Health education basing on patients’ information-seeking styles can improve the effectiveness of health education and patients’ health outcomes. The Miller Behavioral Style Scale (MBSS) is widely used to identify individual’s information-seeking styles, but the Chinese version is lacking. The study aim was to translate and culturally adapt the MBSS into Chinese version and test the content validity, construct validity and internal consistency reliability of the Chinese version of MBSS (C-MBSS).

Methods

The forward-back-translation procedure was adopted in the translation of the MBSS. Content validity was assessed in a panel of experts. In a sample of 1343 individuals including patients, patients’ caregivers, university students, and medical staff, reliability and construct validity were assessed using Cronbach’s alpha coefficient and factor analysis. The measurement invariance across samples was tested using multigroup confirmatory factor analysis (MGCFA). Floor and ceiling effects were checked.

Results

The C-MBSS achieved conceptual and semantic equivalence with the original scale. The item-level content validity index (I-CVI) of each item ranged from 0.78 to 1, and the averaging scale-level content validity index (S-CVI/ Ave) was 0.95. The exploratory factor analysis resulted in 2-factor assumption for each hypothetical threat-evoking scenario. Confirmatory factor analysis demonstrated a good fit between theoretical model and data, which provided confirmatory evidence for the second-order factor structure of 2-factor solution (Monitoring and Blunting). The Cronbach's alpha coefficients for the Monitoring and Blunting sub-scales of the C-MBSS were 0.75 and 0.62 respectively. MGCFA results supported the measurement invariance for the Monitoring sub-scale of the C-MBSS across samples. No floor or ceiling effects occurred.

Conclusions

This study indicates that the C-MBSS has good content and construct validity. The Monitoring sub-scale of the C-MBSS had acceptable internal consistency reliability while the Blunting sub-scale had unsatisfactory one, which suggest that the Monitoring sub-scale of the C-MBSS can be used to identify individuals’ information-seeking styles in Chinese contexts across different populations.

Background

Although several studies have reported that when confronted with medical stressors, people prefer high levels of health-related information in medical contexts and fare better when it is provided [1,2,3]. However, it has also been evidenced that sometimes the wealth of health-related information can be as dangerous as it is helpful [4,5,6,7]. Deyirmenjian et al. reported that for open-heart patients, the ones with more information providence showed higher levels of preoperative and postoperative anxiety compared with patients almost with no information giving [8]. Montazeri et al. found out that after giving cancer-related information to women in a waiting room at the breast cancer center, they became upset and anxiety [9]. Miller et al. mentioned that when women were exposed to cervical cancer risk information, they might catastrophize health dangers and felt intensely anxious and vulnerable [10]. All above suggest that not all persons desire information and the information-seeking styles of individuals should be taken into consideration in the information providence process.

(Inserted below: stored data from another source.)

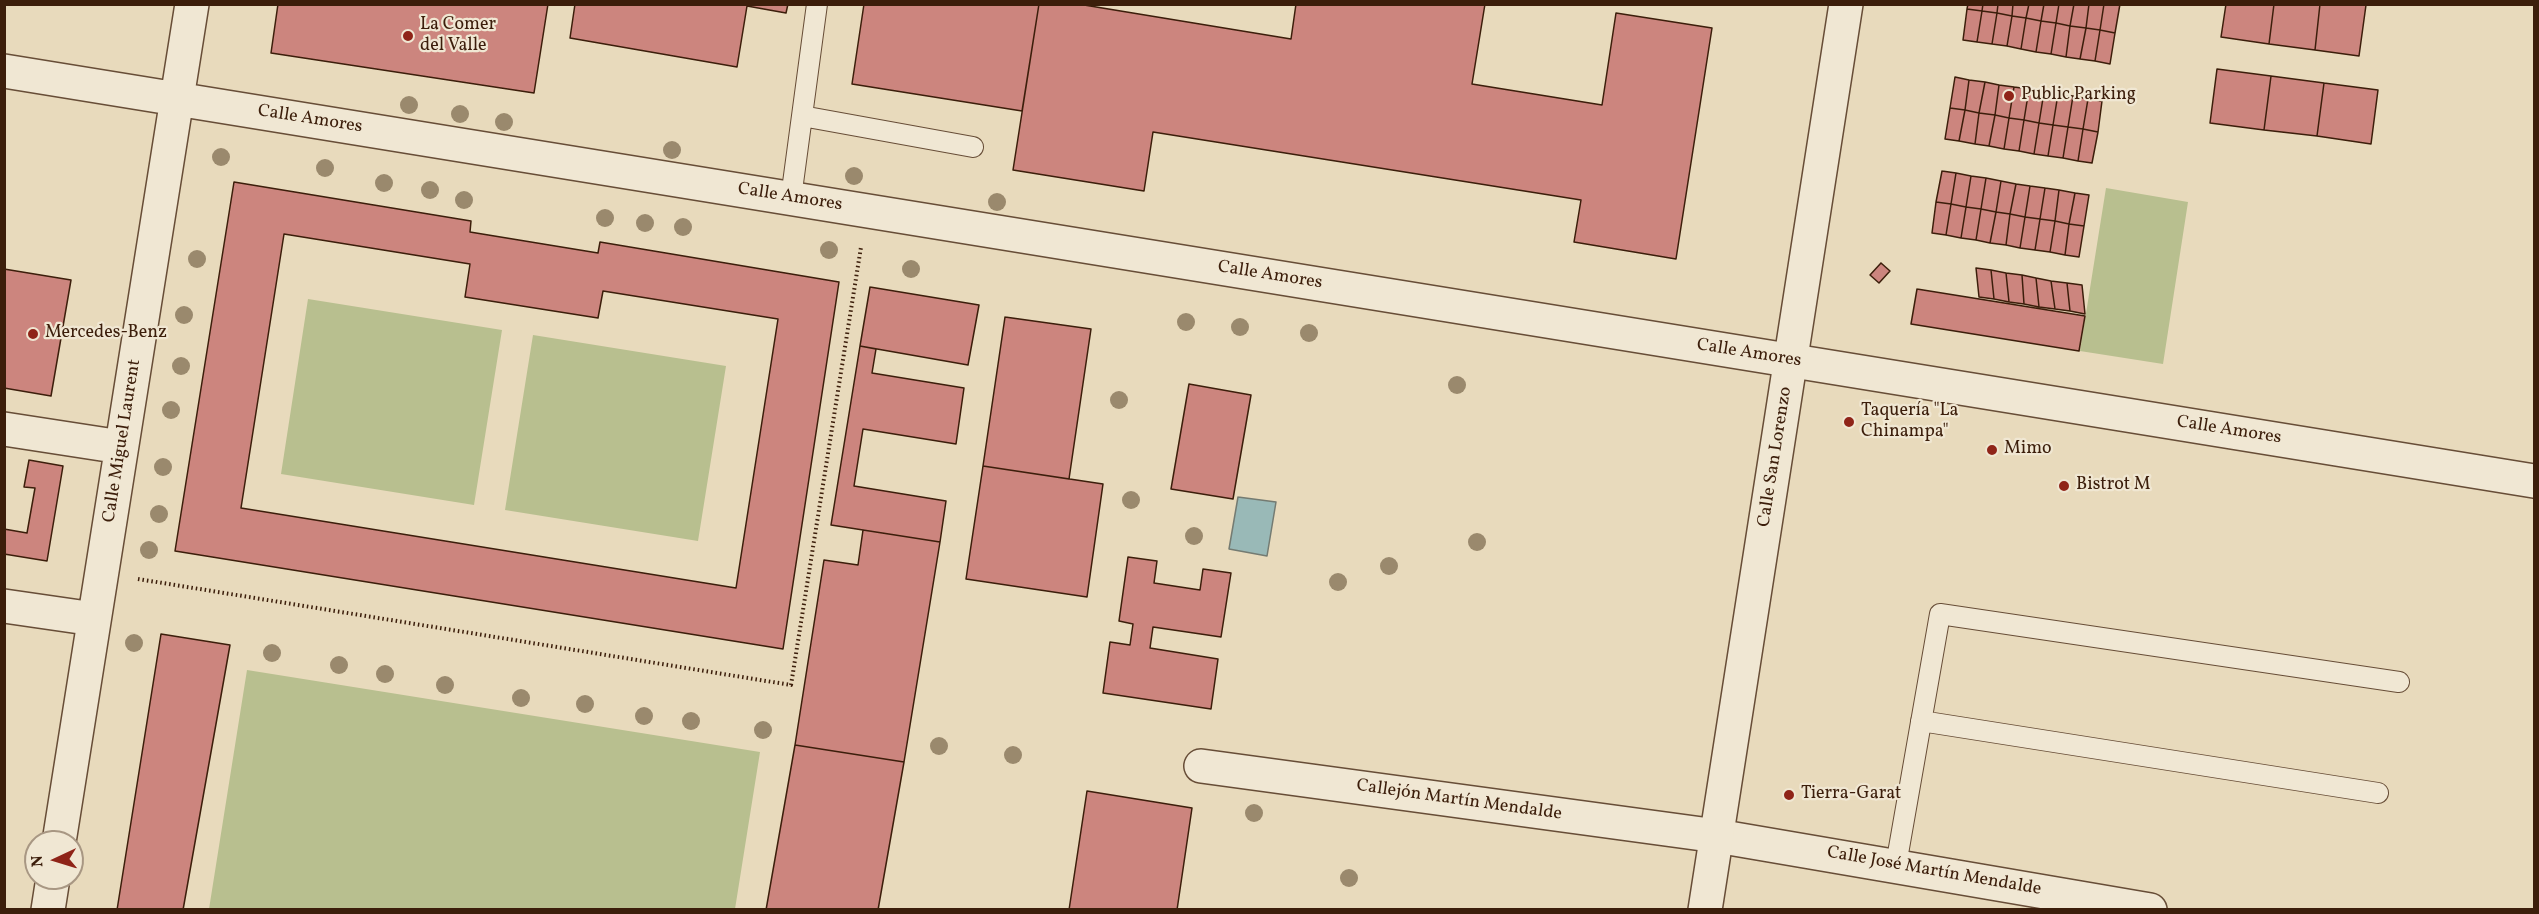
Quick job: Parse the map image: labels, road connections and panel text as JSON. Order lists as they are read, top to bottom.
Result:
{
  "streets": {
    "street": [
      "Calle Amores",
      "Calle Miguel Laurent",
      "Calle San Lorenzo",
      "Callejón Martín Mendalde",
      "Calle José Martín Mendalde"
    ]
  },
  "crossings": [
    ["Calle Amores", "Calle Miguel Laurent"],
    ["Calle Amores", "Calle San Lorenzo"],
    ["Calle San Lorenzo", "Callejón Martín Mendalde"],
    ["Calle San Lorenzo", "Calle José Martín Mendalde"],
    ["Callejón Martín Mendalde", "Calle José Martín Mendalde"]
  ],
  "places": [
    "La Comer del Valle",
    "Public Parking",
    "Mercedes-Benz",
    "Taquería \"La Chinampa\"",
    "Mimo",
    "Bistrot M",
    "Tierra-Garat"
  ],
  "north": "left"
}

Miller proposed the “Blunting Hypothesis” based on Seligman's safety signal theory, which accounts for individual differences about information- seeking styles [11]. In this hypothesis, individuals were categorized into two different information-seeking styles in seeking, encoding, processing and managing health-relevant risk and disease information: monitoring information-seeking styles (monitoring or monitors) and blunting information-seeking styles (blunting or blunters) [11, 12]. Monitors typically scan the environment for health threat-relevant information and amplify the threats cognitively, whereas blunters cope with aversive health events by distraction. In health threat situations, monitors prefer detailed health-related information and fare better when it is given, and they tend to perceive more risks and show great anxiety or distress when information is not readily available [1, 11]. On the contrary, blunters do better with less information and their anxiety may be increased when information is supplied too much [11]. Miller mentioned that when patients receive health information which matches their information-seeking styles, they have better outcomes psychologically, behaviorally and physiologically, therefore, patients’ information-seeking styles need to be taken into consideration before providing health care information [13,14,15,16]. The first step is to identify individual variations in information-seeking styles, which requires validated measures of individual information-seeking styles preferences.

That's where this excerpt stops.